29 01
The new streetwear: how urban fashion has resurfaced in 2020 when everyone thought it was dead

In South Korea and Japan, dressing discreetly and in comfortable silhouettes is part of their culture. There, designers such as Rey Kawakubo, Yohji Yamamoto, Kenzo Takada or Issey Miyake had already spread this carefree and (almost) logo-free aesthetic among Asian consumers. In addition, large chains such as Uniqlo or Beams, whose designs flirt with the preppy aesthetic present in the American Ivy League, have made their way of understanding and unifying the concepts of streetwear and normcore their hallmark – and long before others –. Dispelling even the myth of individuality through fashion. We are all one, also dressing.

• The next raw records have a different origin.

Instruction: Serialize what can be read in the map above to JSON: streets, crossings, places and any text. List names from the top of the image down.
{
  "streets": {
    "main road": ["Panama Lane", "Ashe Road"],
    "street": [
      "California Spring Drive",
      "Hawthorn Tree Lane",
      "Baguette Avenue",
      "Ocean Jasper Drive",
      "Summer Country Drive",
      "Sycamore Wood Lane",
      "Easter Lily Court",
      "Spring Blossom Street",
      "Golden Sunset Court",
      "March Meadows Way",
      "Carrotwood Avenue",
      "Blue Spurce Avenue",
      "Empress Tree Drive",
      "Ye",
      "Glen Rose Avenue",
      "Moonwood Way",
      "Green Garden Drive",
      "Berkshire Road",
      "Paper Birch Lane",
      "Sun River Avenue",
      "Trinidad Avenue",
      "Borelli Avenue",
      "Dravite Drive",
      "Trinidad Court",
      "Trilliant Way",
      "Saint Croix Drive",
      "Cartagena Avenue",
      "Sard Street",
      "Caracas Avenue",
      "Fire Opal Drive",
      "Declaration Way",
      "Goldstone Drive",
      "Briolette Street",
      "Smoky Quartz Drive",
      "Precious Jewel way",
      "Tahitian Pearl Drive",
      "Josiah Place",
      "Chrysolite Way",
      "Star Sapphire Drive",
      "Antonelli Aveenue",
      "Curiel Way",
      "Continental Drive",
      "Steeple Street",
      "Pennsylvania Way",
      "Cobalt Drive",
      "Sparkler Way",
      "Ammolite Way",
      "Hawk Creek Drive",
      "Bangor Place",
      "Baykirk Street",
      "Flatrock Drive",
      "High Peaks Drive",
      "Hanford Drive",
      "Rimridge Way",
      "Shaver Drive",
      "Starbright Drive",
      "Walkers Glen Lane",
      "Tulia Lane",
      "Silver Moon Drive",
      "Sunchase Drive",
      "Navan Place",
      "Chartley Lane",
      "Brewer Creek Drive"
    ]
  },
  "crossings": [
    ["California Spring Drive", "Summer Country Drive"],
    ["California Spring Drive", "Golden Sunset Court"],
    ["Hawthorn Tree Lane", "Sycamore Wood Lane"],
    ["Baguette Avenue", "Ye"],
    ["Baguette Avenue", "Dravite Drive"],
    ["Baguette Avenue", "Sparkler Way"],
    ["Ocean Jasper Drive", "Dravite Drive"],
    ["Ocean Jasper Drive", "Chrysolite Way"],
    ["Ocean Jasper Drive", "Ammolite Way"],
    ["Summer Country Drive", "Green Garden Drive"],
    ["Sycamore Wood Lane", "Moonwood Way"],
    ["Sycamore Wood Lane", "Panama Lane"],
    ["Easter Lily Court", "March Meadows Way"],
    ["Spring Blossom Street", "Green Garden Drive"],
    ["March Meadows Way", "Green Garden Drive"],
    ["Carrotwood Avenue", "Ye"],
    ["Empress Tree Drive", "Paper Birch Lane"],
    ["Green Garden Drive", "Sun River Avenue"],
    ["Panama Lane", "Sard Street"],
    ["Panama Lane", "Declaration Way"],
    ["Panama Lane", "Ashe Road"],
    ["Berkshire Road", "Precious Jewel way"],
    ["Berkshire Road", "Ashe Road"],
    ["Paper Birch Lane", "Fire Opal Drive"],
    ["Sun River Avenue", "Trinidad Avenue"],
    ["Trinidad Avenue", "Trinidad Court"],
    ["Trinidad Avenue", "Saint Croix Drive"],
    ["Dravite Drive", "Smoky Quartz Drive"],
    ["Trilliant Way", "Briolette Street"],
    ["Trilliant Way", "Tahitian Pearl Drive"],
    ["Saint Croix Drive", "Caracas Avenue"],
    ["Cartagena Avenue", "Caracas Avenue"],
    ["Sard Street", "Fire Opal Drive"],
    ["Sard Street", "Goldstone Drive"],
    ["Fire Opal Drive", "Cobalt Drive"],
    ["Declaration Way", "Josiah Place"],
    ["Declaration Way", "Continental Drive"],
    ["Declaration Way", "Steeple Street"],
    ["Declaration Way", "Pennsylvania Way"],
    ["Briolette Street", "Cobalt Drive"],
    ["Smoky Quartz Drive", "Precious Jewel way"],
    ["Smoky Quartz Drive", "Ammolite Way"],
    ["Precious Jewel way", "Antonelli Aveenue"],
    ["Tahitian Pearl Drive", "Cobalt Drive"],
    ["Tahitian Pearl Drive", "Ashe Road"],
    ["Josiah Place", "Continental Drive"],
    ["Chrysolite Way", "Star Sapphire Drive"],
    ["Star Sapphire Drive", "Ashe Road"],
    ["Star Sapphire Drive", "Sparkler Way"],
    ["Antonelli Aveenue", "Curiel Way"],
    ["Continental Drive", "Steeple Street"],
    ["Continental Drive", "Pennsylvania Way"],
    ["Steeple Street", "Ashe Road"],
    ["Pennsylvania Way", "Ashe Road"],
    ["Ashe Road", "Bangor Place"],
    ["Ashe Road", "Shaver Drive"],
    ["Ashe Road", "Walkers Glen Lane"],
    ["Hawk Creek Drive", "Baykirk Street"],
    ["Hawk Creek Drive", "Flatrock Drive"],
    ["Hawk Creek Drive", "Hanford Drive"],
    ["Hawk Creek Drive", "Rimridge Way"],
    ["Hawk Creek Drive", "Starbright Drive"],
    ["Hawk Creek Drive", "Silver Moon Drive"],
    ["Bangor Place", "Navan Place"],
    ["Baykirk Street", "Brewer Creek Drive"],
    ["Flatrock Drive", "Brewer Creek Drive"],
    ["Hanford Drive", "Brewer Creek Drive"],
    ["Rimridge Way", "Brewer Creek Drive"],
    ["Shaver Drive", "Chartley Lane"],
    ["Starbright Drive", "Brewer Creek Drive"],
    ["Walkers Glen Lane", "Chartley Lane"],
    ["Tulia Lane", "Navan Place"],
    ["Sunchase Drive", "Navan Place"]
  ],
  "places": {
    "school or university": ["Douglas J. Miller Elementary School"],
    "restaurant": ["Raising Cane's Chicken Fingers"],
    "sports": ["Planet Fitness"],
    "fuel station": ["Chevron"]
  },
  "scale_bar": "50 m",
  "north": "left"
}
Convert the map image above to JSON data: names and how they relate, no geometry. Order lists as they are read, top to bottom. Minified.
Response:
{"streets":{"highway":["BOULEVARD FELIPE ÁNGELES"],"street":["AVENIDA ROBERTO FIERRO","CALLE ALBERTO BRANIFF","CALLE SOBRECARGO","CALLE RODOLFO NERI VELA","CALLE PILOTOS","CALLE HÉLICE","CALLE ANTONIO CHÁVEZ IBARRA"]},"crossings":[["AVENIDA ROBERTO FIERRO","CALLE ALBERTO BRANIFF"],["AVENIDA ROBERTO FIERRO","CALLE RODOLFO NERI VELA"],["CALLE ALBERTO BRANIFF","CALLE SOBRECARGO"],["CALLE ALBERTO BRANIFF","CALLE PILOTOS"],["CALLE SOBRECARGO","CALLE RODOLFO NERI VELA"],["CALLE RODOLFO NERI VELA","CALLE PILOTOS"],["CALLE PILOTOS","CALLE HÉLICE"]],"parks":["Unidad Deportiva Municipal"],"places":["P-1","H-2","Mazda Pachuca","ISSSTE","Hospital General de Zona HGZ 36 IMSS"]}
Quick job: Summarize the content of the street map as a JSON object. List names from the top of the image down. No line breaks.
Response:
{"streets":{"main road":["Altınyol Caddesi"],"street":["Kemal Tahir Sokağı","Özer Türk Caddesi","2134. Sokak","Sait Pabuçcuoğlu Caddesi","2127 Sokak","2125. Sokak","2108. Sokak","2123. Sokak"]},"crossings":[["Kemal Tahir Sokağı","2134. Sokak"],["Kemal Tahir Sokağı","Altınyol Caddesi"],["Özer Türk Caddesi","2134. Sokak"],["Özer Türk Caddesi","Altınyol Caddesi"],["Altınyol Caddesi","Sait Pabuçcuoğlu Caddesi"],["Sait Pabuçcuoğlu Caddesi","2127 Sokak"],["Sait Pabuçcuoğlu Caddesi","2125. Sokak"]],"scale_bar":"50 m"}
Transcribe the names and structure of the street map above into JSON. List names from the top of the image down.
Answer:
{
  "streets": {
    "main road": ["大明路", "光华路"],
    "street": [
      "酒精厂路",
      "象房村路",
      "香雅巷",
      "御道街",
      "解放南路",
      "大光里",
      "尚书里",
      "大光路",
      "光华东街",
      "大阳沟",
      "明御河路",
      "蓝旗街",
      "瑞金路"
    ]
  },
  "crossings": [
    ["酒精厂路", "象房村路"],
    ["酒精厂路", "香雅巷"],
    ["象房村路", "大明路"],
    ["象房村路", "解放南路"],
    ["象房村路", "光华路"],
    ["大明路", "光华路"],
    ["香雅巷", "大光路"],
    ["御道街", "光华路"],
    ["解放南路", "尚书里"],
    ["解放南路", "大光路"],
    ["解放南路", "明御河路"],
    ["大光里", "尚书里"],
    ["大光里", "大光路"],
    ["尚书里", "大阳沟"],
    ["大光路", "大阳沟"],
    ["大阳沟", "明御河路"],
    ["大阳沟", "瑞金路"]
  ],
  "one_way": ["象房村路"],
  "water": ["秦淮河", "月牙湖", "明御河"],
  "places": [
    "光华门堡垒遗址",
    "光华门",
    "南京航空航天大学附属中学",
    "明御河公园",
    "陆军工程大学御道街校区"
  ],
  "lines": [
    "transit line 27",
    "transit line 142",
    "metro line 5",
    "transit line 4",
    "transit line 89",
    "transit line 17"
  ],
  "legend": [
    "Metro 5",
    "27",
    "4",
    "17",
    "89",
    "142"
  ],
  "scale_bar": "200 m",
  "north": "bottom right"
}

"You don't need clothes to make a statement," says K-HOLE's Emily Segal, creator of the trend forecast report made up of cultural strategists. But at the same time, these garments are already a style statement in themselves. New Balance sneakers, Birkenstock sandals –with their multiple luxury versions in fashion houses like Celine, Dries Van Noten, Prada or Loewe–, the rise of Crocs –with the platform revision of Demna Gvasaglia at the head of Balenciaga and on the feet of Justin Bieber– or the return of classic sneaker models such as the Nike Air Force 1 and the Adidas Superstar are part of this aesthetic comeback of streetwear, albeit from a new perspective. A return propelled by globalization, the Internet and social networks that millennials and centenialls have not been able to resist.